(TASK DIRECTIONS): Find every line below with the word "lists" in it, and copy each one.

Top of PROVIDED ENTRIES

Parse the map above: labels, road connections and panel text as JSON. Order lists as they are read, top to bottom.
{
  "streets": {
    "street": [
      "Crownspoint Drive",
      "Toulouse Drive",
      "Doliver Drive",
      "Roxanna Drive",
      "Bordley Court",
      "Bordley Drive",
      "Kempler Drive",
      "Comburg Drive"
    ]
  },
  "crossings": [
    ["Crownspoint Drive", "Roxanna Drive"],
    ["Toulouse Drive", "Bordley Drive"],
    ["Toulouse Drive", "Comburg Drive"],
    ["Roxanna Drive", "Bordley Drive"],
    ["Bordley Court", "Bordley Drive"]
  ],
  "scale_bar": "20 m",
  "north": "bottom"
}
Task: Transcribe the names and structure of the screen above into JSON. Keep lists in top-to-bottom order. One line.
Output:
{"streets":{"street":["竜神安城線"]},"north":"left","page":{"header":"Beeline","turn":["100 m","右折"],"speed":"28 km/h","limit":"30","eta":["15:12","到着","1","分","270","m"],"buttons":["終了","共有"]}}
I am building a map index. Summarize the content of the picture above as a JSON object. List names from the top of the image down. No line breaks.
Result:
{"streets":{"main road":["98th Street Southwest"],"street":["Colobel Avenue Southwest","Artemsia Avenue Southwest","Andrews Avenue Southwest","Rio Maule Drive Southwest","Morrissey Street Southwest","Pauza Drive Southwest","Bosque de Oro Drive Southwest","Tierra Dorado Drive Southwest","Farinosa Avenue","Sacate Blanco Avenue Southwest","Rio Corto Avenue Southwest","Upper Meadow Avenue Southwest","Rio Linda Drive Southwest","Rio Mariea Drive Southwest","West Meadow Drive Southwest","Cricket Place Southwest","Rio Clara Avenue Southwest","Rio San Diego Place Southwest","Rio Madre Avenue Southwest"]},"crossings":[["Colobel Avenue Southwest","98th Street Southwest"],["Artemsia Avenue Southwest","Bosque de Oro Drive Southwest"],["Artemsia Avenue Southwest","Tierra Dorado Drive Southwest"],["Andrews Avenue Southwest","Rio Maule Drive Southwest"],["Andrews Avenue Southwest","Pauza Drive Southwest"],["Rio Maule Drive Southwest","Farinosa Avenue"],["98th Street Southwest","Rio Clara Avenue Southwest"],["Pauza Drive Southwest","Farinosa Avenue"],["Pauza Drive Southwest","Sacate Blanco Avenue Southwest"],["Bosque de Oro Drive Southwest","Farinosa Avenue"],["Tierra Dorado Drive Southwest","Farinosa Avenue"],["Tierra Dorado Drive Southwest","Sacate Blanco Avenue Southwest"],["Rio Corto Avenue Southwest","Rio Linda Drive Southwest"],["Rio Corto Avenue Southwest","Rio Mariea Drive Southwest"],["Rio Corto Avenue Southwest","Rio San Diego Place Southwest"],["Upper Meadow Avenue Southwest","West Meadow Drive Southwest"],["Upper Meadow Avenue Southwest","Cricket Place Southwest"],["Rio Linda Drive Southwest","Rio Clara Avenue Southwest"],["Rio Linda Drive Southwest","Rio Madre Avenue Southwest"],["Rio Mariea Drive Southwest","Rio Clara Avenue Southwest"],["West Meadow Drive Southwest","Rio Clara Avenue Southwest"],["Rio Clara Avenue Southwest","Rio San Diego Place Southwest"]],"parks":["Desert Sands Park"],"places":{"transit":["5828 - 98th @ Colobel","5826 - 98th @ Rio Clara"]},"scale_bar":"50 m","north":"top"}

Bottom of PROVIDED ENTRIES

(EXERCISE OUTPUT):
Parse the map above: labels, road connections and panel text as JSON. Order lists as they are read, top to bottom.
Task: Transcribe the names and structure of the screen above into JSON. Keep lists in top-to-bottom order. One line.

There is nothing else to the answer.